* _Task brief_: Produce an exact copy of the lines below, starting at the first and ending with the line containing "Map reading. Describe".

[Collected data entries]

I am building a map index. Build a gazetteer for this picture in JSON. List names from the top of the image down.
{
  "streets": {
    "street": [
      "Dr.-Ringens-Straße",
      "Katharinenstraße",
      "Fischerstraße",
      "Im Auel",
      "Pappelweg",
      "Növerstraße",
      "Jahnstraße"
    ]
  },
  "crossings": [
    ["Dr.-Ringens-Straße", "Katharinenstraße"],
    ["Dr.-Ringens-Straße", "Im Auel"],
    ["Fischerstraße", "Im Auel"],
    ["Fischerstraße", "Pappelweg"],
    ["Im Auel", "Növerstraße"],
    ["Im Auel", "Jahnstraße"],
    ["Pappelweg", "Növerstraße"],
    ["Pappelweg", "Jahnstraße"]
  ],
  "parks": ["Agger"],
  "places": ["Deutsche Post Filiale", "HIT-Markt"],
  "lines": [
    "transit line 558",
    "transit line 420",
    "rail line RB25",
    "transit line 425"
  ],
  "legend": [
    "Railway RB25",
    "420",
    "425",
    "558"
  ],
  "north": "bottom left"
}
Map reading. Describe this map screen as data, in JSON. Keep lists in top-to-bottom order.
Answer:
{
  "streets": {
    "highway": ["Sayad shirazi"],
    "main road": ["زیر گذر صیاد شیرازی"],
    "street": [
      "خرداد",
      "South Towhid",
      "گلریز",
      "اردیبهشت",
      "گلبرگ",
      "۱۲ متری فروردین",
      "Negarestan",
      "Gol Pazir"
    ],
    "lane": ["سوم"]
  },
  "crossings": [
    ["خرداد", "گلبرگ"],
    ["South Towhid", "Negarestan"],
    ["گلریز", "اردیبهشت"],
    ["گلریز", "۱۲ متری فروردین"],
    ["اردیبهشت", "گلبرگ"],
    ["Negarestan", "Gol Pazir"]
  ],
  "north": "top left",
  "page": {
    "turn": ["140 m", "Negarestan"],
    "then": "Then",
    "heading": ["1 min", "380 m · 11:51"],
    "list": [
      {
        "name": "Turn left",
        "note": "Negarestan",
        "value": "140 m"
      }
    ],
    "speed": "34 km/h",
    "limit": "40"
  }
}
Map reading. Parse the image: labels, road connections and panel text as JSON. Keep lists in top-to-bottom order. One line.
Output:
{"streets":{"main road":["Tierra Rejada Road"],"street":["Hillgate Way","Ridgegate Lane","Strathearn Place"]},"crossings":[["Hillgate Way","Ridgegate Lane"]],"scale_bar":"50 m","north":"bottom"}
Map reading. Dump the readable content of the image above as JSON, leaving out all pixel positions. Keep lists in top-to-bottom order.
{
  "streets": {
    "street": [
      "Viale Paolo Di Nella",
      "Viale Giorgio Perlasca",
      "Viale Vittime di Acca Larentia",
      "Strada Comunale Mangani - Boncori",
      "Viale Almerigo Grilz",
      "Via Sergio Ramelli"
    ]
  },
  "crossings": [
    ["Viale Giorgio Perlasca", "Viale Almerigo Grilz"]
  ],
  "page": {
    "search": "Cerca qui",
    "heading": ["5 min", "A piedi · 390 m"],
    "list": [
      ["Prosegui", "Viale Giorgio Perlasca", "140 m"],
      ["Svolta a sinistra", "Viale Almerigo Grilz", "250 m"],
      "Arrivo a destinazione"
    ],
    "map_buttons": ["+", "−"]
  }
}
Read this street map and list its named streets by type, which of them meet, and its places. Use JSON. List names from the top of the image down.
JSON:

* _Written response_:
I am building a map index. Build a gazetteer for this picture in JSON. List names from the top of the image down.
{
  "streets": {
    "street": [
      "Dr.-Ringens-Straße",
      "Katharinenstraße",
      "Fischerstraße",
      "Im Auel",
      "Pappelweg",
      "Növerstraße",
      "Jahnstraße"
    ]
  },
  "crossings": [
    ["Dr.-Ringens-Straße", "Katharinenstraße"],
    ["Dr.-Ringens-Straße", "Im Auel"],
    ["Fischerstraße", "Im Auel"],
    ["Fischerstraße", "Pappelweg"],
    ["Im Auel", "Növerstraße"],
    ["Im Auel", "Jahnstraße"],
    ["Pappelweg", "Növerstraße"],
    ["Pappelweg", "Jahnstraße"]
  ],
  "parks": ["Agger"],
  "places": ["Deutsche Post Filiale", "HIT-Markt"],
  "lines": [
    "transit line 558",
    "transit line 420",
    "rail line RB25",
    "transit line 425"
  ],
  "legend": [
    "Railway RB25",
    "420",
    "425",
    "558"
  ],
  "north": "bottom left"
}
Map reading. Describe this map screen as data, in JSON. Keep lists in top-to-bottom order.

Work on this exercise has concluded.